> _About this exercise_: Write out each line of the entries below that holds the word "cover".

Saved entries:

BEGIN

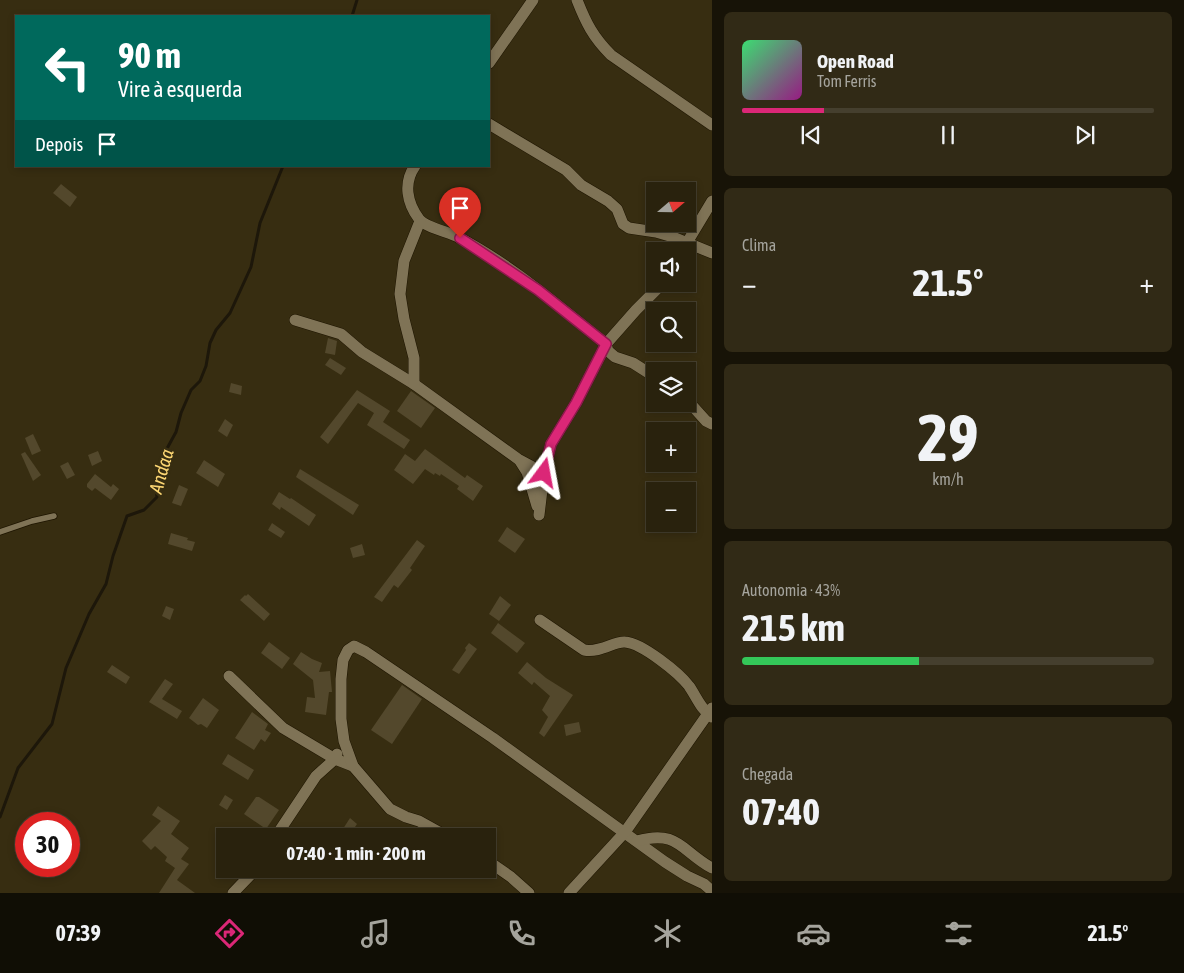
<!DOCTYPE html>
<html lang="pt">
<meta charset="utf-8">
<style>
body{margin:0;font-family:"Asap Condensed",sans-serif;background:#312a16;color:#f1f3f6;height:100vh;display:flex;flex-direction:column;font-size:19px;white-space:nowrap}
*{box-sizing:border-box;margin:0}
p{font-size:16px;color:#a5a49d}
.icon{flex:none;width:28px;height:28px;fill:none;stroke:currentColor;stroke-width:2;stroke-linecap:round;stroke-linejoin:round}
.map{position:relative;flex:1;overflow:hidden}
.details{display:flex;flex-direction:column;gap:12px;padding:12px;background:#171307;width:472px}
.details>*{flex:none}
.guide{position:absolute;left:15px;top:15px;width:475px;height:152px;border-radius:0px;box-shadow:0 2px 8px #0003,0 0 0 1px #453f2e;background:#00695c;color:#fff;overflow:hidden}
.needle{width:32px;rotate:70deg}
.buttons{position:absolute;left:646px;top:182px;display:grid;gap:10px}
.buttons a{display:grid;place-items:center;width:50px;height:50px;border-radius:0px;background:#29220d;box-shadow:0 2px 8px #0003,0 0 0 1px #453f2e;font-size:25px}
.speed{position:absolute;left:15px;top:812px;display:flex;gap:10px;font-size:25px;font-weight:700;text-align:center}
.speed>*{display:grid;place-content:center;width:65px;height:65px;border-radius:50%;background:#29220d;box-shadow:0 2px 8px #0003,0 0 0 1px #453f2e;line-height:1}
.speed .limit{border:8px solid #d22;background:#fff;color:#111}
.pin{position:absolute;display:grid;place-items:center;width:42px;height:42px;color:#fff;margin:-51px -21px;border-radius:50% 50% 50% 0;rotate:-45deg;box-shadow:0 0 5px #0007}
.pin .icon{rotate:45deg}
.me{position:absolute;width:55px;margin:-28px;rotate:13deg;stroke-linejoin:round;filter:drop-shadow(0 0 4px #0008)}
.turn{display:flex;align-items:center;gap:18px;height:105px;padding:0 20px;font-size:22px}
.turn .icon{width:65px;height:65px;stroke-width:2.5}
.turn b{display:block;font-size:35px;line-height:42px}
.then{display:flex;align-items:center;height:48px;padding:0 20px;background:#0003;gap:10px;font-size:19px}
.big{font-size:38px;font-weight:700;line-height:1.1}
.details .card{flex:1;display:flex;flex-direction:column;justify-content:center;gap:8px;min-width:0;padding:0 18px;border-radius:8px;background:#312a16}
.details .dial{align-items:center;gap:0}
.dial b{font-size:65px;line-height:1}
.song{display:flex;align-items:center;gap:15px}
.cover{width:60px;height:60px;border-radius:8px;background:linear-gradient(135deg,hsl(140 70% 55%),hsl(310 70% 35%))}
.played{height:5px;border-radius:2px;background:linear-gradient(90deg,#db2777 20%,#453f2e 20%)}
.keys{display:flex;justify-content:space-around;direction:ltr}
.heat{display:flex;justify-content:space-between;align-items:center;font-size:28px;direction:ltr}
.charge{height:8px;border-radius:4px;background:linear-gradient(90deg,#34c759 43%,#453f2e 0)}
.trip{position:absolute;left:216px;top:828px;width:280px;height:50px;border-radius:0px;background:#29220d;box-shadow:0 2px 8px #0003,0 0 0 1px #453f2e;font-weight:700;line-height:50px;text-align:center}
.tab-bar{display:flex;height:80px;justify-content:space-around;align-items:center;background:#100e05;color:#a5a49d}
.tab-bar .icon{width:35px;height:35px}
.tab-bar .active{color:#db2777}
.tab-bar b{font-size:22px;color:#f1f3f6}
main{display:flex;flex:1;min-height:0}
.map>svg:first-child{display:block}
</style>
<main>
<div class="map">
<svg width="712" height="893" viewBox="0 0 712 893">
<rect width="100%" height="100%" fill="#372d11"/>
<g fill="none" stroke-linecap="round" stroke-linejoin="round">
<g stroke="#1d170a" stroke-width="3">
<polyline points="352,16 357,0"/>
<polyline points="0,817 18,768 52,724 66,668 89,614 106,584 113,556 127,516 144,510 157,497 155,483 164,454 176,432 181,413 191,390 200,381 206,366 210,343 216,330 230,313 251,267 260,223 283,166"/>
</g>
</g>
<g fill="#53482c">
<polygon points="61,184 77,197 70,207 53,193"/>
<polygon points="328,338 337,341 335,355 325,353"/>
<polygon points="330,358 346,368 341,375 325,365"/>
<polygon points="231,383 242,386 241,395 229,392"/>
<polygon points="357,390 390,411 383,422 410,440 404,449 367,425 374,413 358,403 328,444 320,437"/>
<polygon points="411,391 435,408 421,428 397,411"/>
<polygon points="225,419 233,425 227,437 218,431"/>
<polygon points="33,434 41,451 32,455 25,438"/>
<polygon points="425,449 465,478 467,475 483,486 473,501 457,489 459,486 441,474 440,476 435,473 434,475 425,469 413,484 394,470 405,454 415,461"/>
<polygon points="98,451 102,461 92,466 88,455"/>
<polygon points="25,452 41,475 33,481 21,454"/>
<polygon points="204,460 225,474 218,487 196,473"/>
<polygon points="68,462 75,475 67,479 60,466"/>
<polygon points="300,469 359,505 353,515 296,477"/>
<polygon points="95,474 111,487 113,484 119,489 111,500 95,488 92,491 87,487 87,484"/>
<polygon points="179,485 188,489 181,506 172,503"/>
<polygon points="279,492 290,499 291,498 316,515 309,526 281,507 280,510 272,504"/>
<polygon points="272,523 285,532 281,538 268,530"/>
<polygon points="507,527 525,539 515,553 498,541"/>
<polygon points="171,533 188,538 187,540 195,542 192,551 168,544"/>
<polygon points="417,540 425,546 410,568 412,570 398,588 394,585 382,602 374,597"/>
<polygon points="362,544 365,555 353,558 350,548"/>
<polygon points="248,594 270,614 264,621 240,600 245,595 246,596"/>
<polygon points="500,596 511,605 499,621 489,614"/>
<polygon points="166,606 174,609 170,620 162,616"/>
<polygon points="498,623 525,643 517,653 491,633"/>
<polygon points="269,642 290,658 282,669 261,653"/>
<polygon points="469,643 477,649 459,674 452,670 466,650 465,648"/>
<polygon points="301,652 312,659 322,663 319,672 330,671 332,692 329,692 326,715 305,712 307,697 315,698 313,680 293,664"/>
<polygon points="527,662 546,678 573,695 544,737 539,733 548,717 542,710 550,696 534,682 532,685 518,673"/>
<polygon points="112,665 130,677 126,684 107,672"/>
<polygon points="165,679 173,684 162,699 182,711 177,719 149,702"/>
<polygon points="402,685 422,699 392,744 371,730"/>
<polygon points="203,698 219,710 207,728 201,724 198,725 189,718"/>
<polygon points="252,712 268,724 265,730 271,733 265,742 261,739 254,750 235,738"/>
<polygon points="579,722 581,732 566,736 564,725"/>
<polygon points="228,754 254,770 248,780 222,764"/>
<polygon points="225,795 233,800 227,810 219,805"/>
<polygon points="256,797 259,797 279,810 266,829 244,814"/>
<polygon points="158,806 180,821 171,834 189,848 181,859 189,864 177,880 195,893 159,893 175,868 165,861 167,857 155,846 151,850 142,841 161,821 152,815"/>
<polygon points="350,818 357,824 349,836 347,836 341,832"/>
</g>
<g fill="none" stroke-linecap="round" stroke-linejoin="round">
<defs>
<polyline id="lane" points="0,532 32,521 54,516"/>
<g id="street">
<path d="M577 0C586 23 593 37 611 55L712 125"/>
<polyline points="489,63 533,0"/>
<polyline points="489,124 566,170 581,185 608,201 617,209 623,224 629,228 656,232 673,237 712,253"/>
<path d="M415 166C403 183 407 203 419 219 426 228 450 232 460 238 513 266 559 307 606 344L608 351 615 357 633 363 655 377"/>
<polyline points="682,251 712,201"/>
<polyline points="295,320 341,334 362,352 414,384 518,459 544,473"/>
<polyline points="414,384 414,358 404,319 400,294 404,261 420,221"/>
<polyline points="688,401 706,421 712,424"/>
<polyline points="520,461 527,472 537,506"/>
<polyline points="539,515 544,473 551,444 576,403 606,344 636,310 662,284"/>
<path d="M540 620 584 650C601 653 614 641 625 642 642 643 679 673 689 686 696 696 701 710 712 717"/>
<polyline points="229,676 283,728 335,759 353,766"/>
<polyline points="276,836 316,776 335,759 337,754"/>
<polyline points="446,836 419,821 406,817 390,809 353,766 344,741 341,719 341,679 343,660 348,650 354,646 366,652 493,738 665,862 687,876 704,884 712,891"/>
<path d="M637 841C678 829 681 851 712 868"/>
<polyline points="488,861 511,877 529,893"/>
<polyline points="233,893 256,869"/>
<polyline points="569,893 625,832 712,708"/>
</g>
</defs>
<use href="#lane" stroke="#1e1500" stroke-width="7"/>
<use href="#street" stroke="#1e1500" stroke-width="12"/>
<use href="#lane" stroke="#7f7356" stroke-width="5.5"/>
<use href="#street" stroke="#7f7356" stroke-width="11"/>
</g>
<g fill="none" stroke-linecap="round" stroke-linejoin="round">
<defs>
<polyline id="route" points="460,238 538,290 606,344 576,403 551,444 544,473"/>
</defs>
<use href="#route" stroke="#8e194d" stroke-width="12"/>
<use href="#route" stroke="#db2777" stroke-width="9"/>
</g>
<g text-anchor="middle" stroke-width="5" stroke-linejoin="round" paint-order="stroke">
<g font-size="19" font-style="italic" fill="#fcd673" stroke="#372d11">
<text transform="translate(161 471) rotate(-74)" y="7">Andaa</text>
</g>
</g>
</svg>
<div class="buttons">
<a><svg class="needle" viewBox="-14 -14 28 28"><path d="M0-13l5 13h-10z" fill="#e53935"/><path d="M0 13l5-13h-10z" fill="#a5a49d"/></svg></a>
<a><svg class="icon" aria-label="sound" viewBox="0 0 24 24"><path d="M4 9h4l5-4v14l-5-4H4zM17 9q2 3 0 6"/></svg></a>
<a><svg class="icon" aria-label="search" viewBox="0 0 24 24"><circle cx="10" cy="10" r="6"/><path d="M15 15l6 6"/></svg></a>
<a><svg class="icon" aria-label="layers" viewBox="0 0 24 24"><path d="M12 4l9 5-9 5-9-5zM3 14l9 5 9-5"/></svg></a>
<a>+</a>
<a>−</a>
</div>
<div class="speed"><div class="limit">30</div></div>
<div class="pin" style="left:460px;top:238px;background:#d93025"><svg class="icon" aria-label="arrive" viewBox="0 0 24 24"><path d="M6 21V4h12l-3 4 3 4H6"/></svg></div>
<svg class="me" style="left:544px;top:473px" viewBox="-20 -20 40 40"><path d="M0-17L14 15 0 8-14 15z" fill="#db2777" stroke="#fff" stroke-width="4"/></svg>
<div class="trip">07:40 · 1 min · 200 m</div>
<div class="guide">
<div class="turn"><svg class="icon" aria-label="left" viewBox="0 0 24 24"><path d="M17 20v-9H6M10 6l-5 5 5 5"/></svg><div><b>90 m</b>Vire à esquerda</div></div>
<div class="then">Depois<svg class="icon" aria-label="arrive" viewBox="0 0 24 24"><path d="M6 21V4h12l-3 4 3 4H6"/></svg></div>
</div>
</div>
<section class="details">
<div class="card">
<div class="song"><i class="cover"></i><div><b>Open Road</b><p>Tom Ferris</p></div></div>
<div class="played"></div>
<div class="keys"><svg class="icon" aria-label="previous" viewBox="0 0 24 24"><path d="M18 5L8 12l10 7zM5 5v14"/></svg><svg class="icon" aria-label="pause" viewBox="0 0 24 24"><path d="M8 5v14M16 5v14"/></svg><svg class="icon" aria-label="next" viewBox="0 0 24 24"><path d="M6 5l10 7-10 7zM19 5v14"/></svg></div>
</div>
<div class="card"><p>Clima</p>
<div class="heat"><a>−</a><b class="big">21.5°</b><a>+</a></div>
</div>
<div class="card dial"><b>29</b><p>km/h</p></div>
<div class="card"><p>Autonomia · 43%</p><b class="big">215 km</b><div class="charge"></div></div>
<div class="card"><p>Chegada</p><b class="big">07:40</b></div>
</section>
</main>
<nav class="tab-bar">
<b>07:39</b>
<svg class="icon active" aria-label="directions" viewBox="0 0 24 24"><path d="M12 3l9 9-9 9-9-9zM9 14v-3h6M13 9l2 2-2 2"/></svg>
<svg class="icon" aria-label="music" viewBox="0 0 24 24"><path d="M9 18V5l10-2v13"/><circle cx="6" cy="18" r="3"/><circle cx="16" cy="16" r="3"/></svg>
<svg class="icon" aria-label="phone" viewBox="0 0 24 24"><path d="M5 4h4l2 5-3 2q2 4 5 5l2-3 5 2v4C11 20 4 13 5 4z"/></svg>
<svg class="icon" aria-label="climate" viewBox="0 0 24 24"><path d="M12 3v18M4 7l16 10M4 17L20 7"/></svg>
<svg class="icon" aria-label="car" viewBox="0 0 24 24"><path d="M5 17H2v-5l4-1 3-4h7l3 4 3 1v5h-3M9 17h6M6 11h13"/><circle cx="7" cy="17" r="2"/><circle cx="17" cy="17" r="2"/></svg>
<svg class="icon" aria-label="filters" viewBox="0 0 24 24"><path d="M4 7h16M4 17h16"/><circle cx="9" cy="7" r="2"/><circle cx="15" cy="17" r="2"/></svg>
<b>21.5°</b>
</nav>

END

> _Solution to this task_:
.cover{width:60px;height:60px;border-radius:8px;background:linear-gradient(135deg,hsl(140 70% 55%),hsl(310 70% 35%))}
<div class="song"><i class="cover"></i><div><b>Open Road</b><p>Tom Ferris</p></div></div>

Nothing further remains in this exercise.